§ Exercise objective
In the records that follow, locate every line with "white" and extract it.
◇ ◇ ◇ ◇ ◇
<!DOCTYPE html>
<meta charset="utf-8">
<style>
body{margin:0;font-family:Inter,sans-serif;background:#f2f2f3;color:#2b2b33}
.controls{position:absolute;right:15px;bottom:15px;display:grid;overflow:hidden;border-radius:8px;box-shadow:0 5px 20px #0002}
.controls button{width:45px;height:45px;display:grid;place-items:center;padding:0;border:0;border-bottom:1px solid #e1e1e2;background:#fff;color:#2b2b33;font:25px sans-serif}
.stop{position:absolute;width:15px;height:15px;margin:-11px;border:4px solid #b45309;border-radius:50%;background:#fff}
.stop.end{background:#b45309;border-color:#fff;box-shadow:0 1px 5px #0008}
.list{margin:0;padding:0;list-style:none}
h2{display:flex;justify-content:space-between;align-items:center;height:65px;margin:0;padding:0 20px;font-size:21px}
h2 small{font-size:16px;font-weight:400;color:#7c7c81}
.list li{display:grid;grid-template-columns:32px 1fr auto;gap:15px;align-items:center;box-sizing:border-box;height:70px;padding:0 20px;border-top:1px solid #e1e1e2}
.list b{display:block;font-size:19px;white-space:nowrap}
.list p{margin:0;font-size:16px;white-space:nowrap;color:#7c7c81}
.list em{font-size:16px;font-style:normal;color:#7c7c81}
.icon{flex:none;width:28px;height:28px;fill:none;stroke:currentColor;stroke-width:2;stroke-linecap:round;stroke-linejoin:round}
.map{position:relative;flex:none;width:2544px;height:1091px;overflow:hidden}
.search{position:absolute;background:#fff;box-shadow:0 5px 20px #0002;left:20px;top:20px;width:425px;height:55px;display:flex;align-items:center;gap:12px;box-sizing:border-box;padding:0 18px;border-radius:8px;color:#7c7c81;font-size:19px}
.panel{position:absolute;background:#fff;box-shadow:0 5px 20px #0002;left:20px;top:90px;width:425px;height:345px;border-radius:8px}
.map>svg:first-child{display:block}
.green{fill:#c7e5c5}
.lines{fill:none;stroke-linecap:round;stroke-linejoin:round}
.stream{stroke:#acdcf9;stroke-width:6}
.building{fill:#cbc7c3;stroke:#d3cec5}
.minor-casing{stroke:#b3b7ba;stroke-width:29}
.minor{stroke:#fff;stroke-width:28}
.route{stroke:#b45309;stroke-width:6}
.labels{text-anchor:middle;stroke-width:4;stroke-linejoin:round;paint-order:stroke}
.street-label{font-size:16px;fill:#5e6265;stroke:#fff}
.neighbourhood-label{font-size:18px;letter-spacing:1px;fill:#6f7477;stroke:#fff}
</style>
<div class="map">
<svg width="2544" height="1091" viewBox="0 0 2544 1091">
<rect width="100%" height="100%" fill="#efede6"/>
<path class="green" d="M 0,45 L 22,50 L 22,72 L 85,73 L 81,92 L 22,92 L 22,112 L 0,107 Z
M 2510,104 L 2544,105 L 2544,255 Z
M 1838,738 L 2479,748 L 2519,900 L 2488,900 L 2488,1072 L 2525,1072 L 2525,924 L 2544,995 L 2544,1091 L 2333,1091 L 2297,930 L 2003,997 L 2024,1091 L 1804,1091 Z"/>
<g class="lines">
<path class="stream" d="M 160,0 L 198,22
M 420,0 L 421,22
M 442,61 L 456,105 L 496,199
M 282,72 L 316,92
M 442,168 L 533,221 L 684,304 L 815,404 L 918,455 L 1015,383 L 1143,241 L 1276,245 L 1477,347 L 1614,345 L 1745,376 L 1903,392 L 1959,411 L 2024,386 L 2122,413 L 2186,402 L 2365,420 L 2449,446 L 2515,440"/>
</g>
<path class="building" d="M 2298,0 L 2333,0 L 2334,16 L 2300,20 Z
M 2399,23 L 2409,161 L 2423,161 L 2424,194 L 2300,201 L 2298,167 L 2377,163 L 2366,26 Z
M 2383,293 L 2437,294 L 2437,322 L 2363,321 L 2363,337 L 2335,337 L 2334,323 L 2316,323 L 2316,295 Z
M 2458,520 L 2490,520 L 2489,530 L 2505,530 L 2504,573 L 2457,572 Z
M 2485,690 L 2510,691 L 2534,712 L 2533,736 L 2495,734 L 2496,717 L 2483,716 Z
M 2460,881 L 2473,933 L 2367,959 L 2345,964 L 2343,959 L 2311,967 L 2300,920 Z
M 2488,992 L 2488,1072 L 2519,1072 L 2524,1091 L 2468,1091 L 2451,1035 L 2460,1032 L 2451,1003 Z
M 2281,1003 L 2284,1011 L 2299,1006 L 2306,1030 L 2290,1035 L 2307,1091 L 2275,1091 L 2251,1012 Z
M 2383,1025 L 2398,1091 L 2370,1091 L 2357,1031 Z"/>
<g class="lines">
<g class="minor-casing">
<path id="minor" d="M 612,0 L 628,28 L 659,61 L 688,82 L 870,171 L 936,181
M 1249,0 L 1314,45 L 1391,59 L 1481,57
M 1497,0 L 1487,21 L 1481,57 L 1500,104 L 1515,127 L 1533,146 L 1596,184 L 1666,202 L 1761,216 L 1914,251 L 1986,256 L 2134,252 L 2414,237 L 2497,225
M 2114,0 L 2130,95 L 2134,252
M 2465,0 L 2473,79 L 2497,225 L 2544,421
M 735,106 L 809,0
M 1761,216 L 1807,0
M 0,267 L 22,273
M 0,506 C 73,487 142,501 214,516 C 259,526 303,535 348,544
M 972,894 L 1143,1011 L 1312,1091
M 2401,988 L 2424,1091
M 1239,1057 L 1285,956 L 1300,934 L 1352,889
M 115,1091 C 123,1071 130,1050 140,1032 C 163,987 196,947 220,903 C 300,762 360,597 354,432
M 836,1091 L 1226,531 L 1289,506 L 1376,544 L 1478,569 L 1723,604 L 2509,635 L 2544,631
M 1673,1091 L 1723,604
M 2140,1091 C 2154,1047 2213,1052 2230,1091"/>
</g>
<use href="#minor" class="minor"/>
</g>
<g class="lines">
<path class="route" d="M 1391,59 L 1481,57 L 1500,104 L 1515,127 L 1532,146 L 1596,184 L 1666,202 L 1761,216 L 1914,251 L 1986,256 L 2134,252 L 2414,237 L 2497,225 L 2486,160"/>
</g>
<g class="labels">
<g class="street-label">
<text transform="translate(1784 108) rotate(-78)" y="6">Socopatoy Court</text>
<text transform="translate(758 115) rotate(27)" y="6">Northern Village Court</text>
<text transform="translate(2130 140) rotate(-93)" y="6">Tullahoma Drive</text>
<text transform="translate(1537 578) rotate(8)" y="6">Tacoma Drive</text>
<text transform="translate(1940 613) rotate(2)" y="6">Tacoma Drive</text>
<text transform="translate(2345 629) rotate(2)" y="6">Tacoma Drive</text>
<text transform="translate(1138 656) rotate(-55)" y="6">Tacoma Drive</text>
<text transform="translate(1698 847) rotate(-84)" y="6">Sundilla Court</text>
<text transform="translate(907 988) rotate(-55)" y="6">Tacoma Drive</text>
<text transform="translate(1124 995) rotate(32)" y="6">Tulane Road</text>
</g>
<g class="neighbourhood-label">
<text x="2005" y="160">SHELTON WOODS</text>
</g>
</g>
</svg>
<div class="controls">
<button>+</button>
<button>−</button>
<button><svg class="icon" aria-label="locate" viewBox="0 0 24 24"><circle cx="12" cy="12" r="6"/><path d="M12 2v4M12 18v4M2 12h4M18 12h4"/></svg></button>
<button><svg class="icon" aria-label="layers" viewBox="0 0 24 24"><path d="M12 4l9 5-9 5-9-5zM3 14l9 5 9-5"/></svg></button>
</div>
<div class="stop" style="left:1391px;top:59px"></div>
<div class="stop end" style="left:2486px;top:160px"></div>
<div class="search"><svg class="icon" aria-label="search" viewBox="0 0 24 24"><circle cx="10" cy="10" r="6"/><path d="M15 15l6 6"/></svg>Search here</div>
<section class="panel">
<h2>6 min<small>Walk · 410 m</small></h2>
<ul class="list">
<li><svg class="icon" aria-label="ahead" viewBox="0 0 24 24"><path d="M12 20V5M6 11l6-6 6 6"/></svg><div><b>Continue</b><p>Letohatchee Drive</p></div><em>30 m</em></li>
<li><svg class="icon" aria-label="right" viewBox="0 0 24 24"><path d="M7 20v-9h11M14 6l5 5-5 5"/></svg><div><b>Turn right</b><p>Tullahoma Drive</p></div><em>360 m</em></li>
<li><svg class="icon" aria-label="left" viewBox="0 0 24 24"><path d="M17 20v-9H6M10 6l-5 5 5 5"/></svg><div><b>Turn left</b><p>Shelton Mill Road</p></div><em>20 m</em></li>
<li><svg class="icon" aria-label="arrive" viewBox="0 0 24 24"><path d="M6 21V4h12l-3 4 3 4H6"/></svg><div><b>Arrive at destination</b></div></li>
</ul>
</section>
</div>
◇ ◇ ◇ ◇ ◇
§ Problem solution
.list b{display:block;font-size:19px;white-space:nowrap}
.list p{margin:0;font-size:16px;white-space:nowrap;color:#7c7c81}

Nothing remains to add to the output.